My theory with a lot of these games that “released badly and then come back” is everyone who disliked the game stopped playing and everyone who liked it kept playing so the crowd playing years later had a positive opinion of it through self selection more than anything the devs did.
I personally liked both Cyberpunk 2077 and No Man’s Sky on release, and while they are better now, I don’t see the night-and-day difference the internet would make you think happened.
azertyfun@sh.itjust.works 2 weeks ago
Uncut diamond is a good way to put it.
The scenario, world building, graphics, and acting are world-class. Combat was decent. Most side-quests were forgettable and clearly worse than the main quest. The open-world was mechanically massively underwhelming, especially considering TW3 came out five years earlier.

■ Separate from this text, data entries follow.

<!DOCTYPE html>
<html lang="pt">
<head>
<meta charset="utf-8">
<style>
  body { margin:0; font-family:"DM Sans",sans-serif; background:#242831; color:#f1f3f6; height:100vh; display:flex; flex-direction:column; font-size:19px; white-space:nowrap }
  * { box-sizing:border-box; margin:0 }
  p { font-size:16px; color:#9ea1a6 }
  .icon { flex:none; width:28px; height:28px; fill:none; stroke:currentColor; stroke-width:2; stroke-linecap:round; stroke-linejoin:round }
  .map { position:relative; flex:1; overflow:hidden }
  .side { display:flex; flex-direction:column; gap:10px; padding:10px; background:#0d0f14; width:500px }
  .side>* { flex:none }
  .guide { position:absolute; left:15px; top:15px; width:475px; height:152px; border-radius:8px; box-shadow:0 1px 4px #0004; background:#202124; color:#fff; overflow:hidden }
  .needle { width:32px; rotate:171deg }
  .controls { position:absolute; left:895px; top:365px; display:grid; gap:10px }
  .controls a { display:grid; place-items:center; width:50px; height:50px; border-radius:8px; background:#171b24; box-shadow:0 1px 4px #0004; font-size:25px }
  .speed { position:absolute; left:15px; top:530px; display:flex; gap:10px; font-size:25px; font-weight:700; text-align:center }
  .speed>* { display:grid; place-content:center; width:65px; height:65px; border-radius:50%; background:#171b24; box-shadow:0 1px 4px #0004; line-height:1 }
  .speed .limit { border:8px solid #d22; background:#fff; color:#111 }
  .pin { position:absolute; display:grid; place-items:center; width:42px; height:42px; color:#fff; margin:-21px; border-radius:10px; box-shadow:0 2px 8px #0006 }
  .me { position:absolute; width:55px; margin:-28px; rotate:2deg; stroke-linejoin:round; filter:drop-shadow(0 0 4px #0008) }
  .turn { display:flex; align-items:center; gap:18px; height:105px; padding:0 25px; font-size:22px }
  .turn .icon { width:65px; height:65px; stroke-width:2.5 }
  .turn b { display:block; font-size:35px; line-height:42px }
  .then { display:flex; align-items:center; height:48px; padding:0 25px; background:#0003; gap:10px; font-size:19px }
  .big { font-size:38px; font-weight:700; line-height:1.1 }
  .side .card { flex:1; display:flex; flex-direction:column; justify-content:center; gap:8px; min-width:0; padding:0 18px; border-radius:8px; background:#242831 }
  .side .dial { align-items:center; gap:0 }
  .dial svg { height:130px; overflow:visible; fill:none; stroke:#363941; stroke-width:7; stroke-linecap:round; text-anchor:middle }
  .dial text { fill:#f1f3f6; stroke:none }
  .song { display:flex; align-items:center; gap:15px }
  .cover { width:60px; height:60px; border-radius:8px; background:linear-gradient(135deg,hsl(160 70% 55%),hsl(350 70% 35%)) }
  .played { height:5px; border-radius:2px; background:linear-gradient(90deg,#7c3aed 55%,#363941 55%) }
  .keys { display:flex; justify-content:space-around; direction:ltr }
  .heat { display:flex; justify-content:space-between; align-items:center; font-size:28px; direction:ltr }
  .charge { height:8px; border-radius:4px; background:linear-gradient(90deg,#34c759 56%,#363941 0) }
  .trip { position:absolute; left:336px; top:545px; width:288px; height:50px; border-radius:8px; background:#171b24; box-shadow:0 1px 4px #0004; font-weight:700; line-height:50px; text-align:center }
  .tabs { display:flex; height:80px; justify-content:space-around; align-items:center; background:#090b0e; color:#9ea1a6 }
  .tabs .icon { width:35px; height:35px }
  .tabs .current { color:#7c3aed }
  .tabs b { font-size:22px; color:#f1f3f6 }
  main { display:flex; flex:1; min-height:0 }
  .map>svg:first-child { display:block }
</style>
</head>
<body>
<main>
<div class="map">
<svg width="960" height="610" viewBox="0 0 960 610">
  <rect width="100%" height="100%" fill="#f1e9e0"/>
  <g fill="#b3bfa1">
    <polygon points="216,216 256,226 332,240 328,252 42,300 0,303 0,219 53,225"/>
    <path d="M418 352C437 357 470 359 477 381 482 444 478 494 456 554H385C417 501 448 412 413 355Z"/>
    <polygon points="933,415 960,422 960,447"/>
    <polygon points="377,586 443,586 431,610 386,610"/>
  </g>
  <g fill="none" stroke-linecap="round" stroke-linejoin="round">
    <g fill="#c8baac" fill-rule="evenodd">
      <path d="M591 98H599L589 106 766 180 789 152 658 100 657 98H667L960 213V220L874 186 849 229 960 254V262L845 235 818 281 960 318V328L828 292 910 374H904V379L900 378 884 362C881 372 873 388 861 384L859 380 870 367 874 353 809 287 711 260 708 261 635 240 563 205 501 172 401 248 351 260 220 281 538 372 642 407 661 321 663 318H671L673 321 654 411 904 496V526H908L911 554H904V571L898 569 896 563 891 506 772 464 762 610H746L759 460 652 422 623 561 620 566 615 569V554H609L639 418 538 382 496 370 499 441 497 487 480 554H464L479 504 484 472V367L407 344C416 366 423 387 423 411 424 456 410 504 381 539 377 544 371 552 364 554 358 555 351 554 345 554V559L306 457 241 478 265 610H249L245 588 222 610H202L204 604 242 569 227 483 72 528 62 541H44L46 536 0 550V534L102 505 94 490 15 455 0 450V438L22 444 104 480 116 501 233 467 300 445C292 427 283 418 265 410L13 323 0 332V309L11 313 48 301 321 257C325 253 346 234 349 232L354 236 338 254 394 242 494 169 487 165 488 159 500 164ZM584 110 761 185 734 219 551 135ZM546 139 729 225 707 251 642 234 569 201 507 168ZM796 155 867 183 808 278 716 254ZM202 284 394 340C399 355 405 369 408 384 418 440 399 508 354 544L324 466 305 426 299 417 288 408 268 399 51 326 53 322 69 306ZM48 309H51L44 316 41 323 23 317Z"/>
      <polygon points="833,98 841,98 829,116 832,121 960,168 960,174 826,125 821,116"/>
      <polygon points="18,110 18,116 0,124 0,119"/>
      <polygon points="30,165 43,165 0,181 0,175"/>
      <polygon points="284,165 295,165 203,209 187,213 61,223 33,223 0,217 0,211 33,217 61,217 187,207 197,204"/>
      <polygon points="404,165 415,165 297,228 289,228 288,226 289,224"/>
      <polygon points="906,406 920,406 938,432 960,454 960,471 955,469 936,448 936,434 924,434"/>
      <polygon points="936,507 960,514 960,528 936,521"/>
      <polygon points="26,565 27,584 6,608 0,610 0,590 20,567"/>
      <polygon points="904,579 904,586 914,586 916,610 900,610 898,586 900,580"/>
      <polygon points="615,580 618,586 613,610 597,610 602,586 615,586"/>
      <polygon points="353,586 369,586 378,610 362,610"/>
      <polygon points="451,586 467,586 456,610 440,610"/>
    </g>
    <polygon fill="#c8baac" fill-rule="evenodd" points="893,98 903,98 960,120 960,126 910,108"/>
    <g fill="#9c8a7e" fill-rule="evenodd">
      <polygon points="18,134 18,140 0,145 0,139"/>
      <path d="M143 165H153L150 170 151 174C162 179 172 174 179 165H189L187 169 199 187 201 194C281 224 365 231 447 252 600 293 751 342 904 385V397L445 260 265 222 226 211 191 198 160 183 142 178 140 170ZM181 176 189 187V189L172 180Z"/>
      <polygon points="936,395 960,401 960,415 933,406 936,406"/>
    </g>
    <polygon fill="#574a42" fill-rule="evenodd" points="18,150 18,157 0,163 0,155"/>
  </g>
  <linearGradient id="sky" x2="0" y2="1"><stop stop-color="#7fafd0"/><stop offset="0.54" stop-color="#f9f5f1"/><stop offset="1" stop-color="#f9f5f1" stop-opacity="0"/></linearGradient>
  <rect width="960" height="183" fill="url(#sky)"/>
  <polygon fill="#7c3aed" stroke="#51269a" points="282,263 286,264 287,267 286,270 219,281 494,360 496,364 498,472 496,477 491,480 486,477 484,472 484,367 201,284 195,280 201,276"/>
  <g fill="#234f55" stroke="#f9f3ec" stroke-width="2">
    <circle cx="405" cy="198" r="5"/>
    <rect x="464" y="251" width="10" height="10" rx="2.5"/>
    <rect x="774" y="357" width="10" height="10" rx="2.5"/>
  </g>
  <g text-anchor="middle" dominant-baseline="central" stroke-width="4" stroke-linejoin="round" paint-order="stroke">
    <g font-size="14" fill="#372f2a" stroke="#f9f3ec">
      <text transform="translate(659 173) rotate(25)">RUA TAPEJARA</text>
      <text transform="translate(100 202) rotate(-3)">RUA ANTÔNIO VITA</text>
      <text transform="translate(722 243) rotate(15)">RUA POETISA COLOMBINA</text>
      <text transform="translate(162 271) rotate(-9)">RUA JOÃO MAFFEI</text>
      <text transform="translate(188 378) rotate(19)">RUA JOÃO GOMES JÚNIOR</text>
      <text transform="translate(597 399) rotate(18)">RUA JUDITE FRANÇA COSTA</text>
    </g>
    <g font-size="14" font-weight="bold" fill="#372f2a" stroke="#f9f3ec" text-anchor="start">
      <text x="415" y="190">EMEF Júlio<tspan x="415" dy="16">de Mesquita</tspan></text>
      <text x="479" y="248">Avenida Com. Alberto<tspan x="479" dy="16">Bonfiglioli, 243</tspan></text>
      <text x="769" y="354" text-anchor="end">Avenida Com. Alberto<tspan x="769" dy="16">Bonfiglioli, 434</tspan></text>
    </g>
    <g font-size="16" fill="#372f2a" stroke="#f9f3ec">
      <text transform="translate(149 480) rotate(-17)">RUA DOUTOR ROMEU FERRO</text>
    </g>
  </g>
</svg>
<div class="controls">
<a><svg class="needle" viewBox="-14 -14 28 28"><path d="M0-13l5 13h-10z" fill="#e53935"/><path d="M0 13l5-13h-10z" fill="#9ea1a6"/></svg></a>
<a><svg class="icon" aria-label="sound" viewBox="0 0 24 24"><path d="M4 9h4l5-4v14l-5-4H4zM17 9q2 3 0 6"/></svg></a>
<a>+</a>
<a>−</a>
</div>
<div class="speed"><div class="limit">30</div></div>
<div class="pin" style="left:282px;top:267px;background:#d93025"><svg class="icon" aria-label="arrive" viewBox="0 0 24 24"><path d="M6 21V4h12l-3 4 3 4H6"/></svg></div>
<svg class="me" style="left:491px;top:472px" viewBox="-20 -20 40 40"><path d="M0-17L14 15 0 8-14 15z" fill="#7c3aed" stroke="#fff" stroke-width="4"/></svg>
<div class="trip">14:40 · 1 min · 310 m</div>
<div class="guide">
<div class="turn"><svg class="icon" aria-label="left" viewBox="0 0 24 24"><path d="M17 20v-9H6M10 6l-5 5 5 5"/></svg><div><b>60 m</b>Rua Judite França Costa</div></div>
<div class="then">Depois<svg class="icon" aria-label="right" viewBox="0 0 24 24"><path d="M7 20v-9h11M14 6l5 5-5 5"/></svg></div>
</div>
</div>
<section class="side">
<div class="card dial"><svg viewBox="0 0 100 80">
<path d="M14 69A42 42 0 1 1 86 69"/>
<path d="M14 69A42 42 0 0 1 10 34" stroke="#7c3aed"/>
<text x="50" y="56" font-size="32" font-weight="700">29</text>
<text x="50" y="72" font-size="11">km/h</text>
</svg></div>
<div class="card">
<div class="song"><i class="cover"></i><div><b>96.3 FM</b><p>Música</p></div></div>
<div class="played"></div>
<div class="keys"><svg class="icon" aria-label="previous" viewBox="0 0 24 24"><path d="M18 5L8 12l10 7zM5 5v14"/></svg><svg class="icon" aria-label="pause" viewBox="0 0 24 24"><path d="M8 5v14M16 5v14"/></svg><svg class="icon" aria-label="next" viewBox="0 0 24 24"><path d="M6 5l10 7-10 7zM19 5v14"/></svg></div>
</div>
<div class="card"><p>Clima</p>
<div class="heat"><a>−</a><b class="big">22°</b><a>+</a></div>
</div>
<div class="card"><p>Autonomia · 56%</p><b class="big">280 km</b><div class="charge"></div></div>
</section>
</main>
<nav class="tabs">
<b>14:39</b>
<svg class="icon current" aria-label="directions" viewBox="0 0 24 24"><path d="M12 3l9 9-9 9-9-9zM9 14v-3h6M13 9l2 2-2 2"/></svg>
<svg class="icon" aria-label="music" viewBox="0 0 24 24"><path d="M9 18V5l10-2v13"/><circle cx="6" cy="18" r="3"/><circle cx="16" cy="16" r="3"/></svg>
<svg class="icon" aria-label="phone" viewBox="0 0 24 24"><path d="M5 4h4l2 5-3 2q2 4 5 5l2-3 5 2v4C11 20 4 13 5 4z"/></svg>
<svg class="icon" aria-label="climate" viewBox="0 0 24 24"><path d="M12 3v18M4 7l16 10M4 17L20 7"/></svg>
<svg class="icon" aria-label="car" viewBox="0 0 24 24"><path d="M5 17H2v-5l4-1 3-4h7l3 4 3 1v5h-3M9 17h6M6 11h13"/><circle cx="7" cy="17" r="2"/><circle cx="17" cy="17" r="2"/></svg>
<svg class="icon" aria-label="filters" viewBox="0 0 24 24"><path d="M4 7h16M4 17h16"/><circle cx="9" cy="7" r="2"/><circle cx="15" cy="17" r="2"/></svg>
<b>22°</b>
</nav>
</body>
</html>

This game received a lot of love and took a long time to make, but failed to achieve in some key areas. CDPR didn’t have the means to do what R* or Larian could, and that’s fine. I can’t help but feel that if these developers had put the same time and energy into a (semi) closed world à la Mass Effect or Deus Ex, not having to spend so much time filling in a huge open world map would have allowed them to make the whole game as tight and polished as the main quest stuff, and this could have been the best game of the decade or close to it. Only downside is it doesn’t tick the mandatory “Open World” box for AAA games, but does anyone actually care if the RPG elements are good?